The known KEGG network and the inferred results for the top 5 signaling genes are displayed in Fig. 3A-E. Results for the top-8 gene network are given in S10 Fig. To assess robustness of the learned networks, we repeated the inference on 50 bootstrap samples of the original data set. Both networks show high AUC values and even better accuracy (see Table 1). As can be seen from Fig. 3F, network inference was very robust for the top-5 gene network. For the top-8 gene network, performance had a slightly higher variation. Individual plots for sensitivity and specificity are given in supplementary S11 Fig.

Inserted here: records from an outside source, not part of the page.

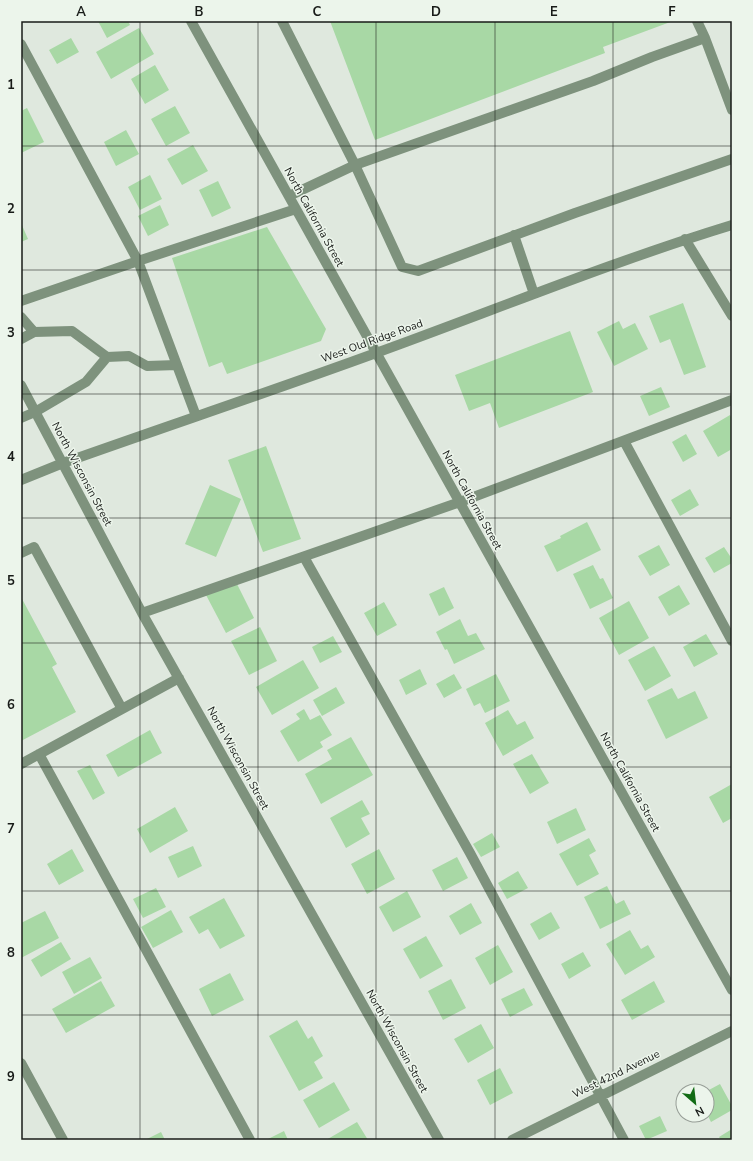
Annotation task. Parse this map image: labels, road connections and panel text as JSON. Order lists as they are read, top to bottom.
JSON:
{
  "streets": {
    "street": [
      "North California Street",
      "West Old Ridge Road",
      "North Wisconsin Street",
      "West 42nd Avenue"
    ]
  },
  "crossings": [
    ["North California Street", "West Old Ridge Road"],
    ["West Old Ridge Road", "North Wisconsin Street"]
  ],
  "north": "bottom right",
  "grid": {
    "columns": [
      "A",
      "B",
      "C",
      "D",
      "E",
      "F"
    ],
    "rows": [
      "1",
      "2",
      "3",
      "4",
      "5",
      "6",
      "7",
      "8",
      "9"
    ]
  }
}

A, B. Also the estimate of p0 shows only little variation (S11 Fig. C). In all cases, the likelihood score of the known KEGG network is much lower than for the best inferred networks, indicating that under the assumptions of our model, the data and the KEGG database do not perfectly agree. Possible reasons for this observation include our model missing to explain part of the data correctly, the KEGG database being incomplete, and inaccuracies in the data generating process. Nevertheless, the accuracy value of 0.85 for the learned NEMix outperforms all other methods. All edges contained in the learned NEMix models are of high robustness (> 80% for 5 genes, and > 70% for 8 genes). Consensus networks of the bootstrap results are shown in supplementary S12 Fig.

Fig 3. Inferred MAPK networks on HRV infection data.

Best networks of the 5 top scoring siRNAs from the MAPK pathway for HRV infection for the different compared methods are displayed. (A) shows the known KEGG pathway. (B) is the inferred NEM and (C) the sc-NEM. (D) left shows the known network with the most likely attachment of the hidden variable Z (blue) and (E) is the inferred NEMix. For all networks their performance is summarized in Table 1. Subfigure (F) summarizes robustness of the MAPK network inference. For the inferred MAPK signaling networks on the HRV infection data, we assessed robustness of the accuracy for edge recovery. Box-plots display the result of 50 bootstrap samples for the three compared methods, on the 5 gene (n = 5) and 8 gene (n = 8) network.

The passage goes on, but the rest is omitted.